For the software industry to take advantage of multicore processors, we must allow programmers to arbitrarily compose parallel libraries without sacrificing performance. We argue that high-level task or thread abstractions and a common global scheduler cannot provide effective library composition. Instead, the operating system should expose unvirtualized processing resources that can be shared cooperatively between parallel libraries within an application. In this paper, we describe a system that standardizes and facilitates the exchange of these unvirtualized processing resources between libraries.
Despite the rapid spread of parallel hardware, parallel software will not become commonplace without support for efficient composition of parallel libraries. Composability is essential for programmer productivity, allowing applications to be constructed from reusable libraries that can be developed and maintained independently, and possibly even written in different languages.
Unfortunately, when current parallel libraries are composed within the same application, they will generally interfere with each other and degrade overall performance. This is because, unlike sequential libraries, parallel libraries encapsulate resource management in addition to functionality. A parallel library decomposes computation into independent tasks that it executes using some abstraction of the hardware resources of the underlying machine, typically kernel-scheduled virtual threads. The threads used by various libraries within the application are then time-multiplexed by the operating system scheduler onto the same hardware resources, potentially causing cache interference, gratuitous synchronization contention, and other performance-degrading conflicts.

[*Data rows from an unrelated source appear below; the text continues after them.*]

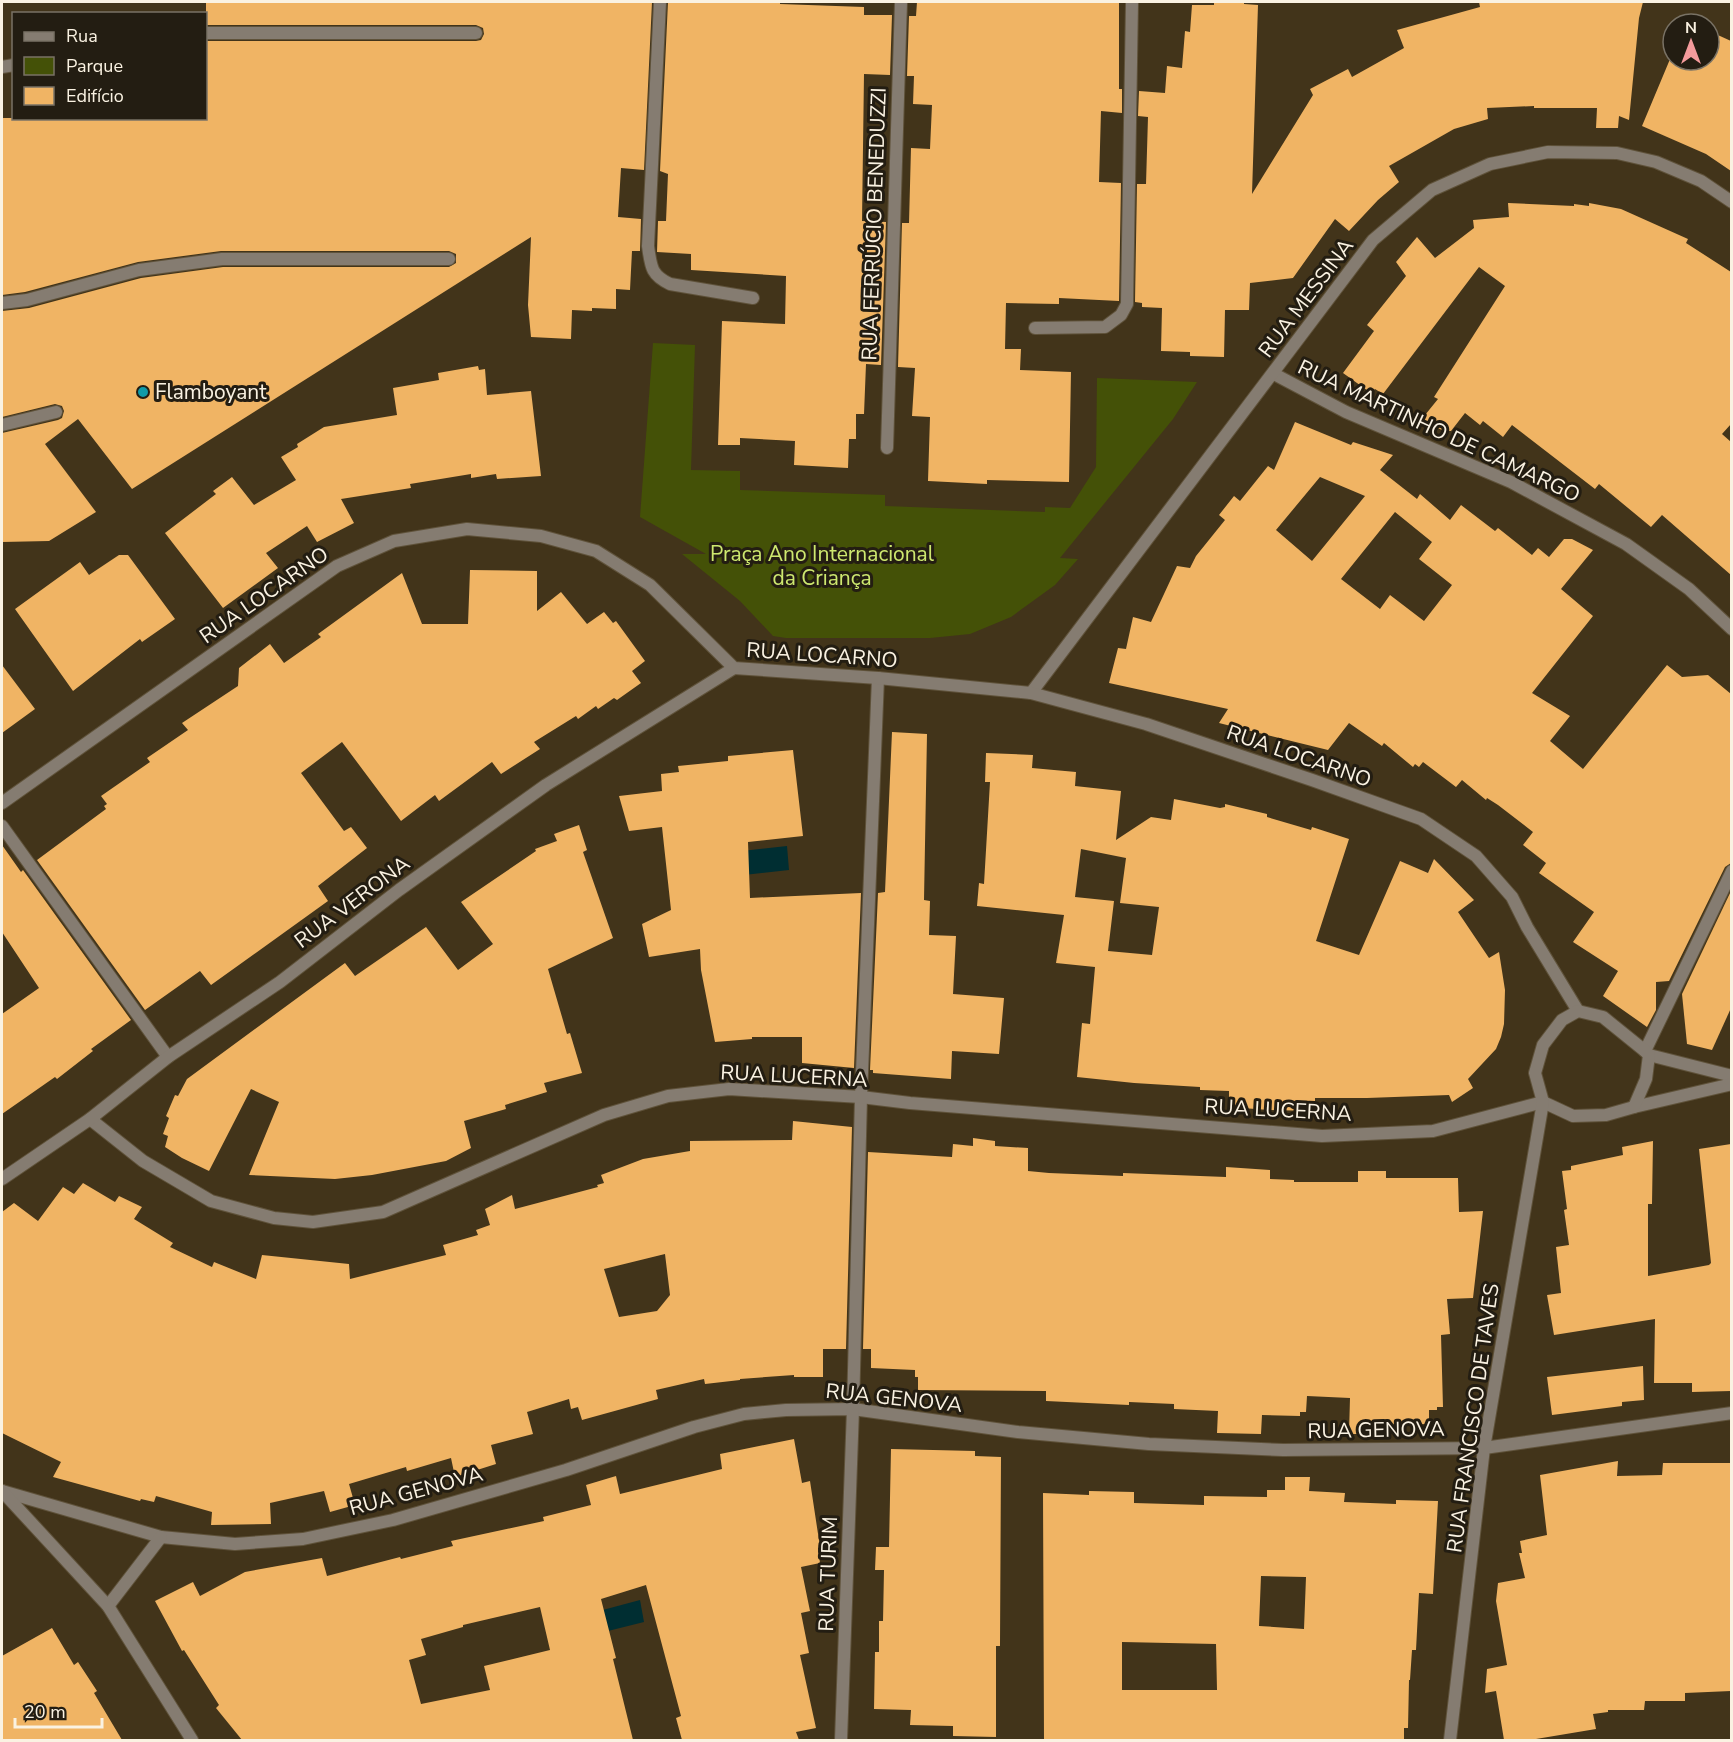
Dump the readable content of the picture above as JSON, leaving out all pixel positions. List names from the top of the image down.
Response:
{
  "streets": {
    "street": [
      "RUA FERRÚCIO BENEDUZZI",
      "RUA MESSINA",
      "RUA MARTINHO DE CAMARGO",
      "RUA LOCARNO",
      "RUA VERONA",
      "RUA LUCERNA",
      "RUA GENOVA",
      "RUA FRANCISCO DE TAVES",
      "RUA TURIM"
    ]
  },
  "crossings": [
    ["RUA MESSINA", "RUA MARTINHO DE CAMARGO"],
    ["RUA MESSINA", "RUA LOCARNO"],
    ["RUA LOCARNO", "RUA VERONA"],
    ["RUA LOCARNO", "RUA LUCERNA"],
    ["RUA LOCARNO", "RUA FRANCISCO DE TAVES"],
    ["RUA LOCARNO", "RUA TURIM"],
    ["RUA VERONA", "RUA LUCERNA"],
    ["RUA LUCERNA", "RUA FRANCISCO DE TAVES"],
    ["RUA LUCERNA", "RUA TURIM"],
    ["RUA GENOVA", "RUA FRANCISCO DE TAVES"],
    ["RUA GENOVA", "RUA TURIM"]
  ],
  "parks": ["Praça Ano Internacional da Criança"],
  "places": ["Flamboyant"],
  "legend": ["Rua", "Parque", "Edifício"],
  "scale_bar": "20 m",
  "north": "top"
}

Current libraries supply ad hoc solutions to this composability problem. For example, Intel's Math Kernel Library (MKL) instructs its clients to call the sequential version of the library whenever it might be running in parallel with another part of the application . This places a difficult burden on programmers who have to manually choose between different library implementations depending on the calling environment. Worse, a programmer writing a new parallel library that calls MKL will export the exact same problem to its users.
We claim the problem will not be solved by attempting to coerce all parallel libraries to map their computation to some universal task or thread abstraction, with the hope that some standard global scheduler (either at user-level or in the operating system) can map these to available hardware processors efficiently. First, there has been no agreement on the best parallel practices, as evidenced by the proliferation of new parallel languages and runtimes over the years. Second, it is also unlikely that a competitive general-purpose scheduler even exists, as they have been repeatedly outperformed by code optimizations that leverage domain or application-specific knowledge (e.g. [10,7]). Finally, even if a competitive task or thread abstraction emerges, it is unlikely that the growing body of legacy parallel libraries will be rewritten to suit.
We argue that using a common high-level parallelism abstraction fundamentally impairs the composability and efficiency of parallel libraries, and that instead libraries should cooperatively share the underlying physical processing resources. In this way, the physical resources are never oversubscribed, and each library can customize its own mapping on to the parallel execution substrate.
Our proposal has two main components. First, we export a new low-level unvirtualized hardware thread abstraction, or hart, from the operating system to applications. Second, we provide a new resource management interface, Lithe, that defines how harts are transferred between parallel libraries within an application. Lithe is fully compatible with sequential code, and can be inserted underneath the runtimes of legacy parallel software environments to provide ``bolt-on'' composability. Lithe also enables the construction of new parallel libraries using customized task representations and scheduling policies.
Virtualized kernel threads have become the central abstraction in modern operating systems, providing a processing substrate for application programmers and the schedulable unit for the OS. In this section, we motivate our move towards unvirtualized hardware threads as the primary processing abstraction in a parallel system.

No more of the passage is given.